• TASK TO CARRY OUT: In the records below, which lines include "data"? Copy them.

• INFORMATION GIVEN:
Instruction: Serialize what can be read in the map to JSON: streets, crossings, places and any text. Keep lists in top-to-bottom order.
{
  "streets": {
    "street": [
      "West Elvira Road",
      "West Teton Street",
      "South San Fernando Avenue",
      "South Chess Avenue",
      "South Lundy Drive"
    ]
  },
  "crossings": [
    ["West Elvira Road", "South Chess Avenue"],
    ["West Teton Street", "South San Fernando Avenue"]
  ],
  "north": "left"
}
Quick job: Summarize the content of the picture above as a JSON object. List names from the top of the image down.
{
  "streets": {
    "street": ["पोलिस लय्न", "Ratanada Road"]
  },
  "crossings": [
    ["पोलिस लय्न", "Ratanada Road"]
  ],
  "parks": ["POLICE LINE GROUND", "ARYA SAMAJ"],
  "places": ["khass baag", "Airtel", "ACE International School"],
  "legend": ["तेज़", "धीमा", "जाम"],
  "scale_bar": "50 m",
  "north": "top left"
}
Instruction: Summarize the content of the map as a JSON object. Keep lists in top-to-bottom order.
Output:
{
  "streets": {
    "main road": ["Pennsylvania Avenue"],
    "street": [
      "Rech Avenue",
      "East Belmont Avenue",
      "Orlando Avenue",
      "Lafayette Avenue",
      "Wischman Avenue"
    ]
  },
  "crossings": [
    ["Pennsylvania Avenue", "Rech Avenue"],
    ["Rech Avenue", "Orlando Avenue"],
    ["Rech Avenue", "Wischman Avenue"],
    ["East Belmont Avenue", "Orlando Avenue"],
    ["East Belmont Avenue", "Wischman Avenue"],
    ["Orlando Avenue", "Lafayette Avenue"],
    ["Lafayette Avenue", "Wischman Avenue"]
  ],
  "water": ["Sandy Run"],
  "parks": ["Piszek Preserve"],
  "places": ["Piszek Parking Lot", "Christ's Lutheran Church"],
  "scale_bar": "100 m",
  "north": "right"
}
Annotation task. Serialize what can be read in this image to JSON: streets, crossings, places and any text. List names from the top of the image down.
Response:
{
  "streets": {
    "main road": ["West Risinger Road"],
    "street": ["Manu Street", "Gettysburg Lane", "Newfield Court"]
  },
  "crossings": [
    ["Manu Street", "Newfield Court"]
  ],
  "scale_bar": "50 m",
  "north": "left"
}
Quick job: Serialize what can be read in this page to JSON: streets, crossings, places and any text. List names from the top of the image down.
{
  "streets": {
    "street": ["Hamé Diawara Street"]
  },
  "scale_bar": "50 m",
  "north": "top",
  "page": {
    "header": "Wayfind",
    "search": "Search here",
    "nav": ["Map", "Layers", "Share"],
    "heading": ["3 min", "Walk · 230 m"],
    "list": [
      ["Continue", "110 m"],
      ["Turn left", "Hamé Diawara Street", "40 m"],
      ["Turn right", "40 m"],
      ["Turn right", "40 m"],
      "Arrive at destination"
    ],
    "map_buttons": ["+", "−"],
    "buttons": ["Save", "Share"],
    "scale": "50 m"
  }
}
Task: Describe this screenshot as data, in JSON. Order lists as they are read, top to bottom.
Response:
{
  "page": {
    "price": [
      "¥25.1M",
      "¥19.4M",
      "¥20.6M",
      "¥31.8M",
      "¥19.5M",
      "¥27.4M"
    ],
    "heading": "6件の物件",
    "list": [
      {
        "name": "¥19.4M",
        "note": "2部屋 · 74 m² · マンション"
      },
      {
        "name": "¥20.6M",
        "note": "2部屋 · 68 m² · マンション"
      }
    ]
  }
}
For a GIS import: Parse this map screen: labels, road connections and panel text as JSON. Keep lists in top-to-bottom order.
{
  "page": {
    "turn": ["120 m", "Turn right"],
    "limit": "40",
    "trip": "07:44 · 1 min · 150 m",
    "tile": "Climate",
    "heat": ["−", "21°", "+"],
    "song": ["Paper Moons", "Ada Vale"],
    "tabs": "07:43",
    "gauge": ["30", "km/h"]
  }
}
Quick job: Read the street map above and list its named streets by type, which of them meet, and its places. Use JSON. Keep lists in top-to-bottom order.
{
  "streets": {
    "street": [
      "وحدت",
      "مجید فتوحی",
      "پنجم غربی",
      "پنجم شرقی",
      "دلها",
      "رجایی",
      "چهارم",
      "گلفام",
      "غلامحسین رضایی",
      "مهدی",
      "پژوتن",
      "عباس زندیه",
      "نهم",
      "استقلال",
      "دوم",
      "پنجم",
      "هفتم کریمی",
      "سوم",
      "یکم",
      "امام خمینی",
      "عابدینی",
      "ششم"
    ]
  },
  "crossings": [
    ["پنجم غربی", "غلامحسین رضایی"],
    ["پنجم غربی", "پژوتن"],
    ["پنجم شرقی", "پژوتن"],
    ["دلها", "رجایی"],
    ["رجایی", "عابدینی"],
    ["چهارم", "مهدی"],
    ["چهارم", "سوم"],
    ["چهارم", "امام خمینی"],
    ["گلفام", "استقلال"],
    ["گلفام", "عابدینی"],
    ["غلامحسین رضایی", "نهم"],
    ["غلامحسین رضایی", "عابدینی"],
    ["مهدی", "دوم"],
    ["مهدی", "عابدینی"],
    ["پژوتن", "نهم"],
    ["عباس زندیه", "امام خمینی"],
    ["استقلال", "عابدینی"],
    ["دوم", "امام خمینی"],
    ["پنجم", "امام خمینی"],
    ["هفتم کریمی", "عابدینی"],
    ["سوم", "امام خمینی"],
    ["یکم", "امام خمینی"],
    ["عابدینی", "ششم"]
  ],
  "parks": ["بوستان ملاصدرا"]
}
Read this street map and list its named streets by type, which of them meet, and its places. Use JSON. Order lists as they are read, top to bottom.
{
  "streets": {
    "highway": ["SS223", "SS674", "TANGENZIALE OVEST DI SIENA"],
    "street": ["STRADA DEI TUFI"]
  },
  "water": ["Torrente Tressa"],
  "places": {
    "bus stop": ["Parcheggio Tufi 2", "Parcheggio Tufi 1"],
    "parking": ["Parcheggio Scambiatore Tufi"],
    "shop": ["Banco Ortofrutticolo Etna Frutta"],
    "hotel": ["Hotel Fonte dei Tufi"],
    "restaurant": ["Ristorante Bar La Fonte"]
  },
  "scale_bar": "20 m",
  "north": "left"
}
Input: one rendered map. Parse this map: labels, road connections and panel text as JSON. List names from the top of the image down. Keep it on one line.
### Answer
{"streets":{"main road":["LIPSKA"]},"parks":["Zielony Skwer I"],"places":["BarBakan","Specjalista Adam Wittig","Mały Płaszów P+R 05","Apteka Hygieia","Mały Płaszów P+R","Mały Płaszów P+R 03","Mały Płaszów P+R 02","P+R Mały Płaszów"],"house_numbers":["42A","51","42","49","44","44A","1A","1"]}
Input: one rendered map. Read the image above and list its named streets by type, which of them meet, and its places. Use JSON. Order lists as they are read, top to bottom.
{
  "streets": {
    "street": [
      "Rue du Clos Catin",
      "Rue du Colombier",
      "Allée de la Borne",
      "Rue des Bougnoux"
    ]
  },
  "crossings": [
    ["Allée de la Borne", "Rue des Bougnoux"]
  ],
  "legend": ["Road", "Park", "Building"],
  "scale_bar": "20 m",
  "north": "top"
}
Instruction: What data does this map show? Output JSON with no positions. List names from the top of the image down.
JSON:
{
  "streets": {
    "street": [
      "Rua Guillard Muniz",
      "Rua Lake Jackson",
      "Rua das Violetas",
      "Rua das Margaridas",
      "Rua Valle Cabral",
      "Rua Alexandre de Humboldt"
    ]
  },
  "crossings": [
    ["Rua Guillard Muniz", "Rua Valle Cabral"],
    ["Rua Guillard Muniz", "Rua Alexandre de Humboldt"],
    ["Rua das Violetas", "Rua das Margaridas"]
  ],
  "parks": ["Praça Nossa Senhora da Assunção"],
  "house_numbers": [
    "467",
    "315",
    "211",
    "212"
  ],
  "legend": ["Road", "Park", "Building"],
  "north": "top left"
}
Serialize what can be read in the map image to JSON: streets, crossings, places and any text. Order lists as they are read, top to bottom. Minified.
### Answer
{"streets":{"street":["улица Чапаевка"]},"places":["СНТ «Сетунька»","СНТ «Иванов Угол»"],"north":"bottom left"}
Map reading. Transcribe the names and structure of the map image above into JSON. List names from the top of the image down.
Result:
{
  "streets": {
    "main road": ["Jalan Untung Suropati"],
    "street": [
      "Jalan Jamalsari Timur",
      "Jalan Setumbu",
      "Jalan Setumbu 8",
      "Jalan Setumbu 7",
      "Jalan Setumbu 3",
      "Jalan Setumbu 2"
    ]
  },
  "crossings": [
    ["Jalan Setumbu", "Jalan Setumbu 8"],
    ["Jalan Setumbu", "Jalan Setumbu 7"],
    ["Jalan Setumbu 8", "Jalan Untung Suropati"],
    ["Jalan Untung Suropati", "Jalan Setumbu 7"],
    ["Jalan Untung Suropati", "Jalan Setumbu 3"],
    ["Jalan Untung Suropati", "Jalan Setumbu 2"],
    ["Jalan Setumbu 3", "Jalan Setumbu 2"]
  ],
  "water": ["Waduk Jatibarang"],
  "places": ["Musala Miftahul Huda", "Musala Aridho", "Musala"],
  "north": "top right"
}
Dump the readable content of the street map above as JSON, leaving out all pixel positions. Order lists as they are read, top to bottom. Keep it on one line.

• TASK SOLUTION:
Task: Describe this screenshot as data, in JSON. Order lists as they are read, top to bottom.
Instruction: What data does this map show? Output JSON with no positions. List names from the top of the image down.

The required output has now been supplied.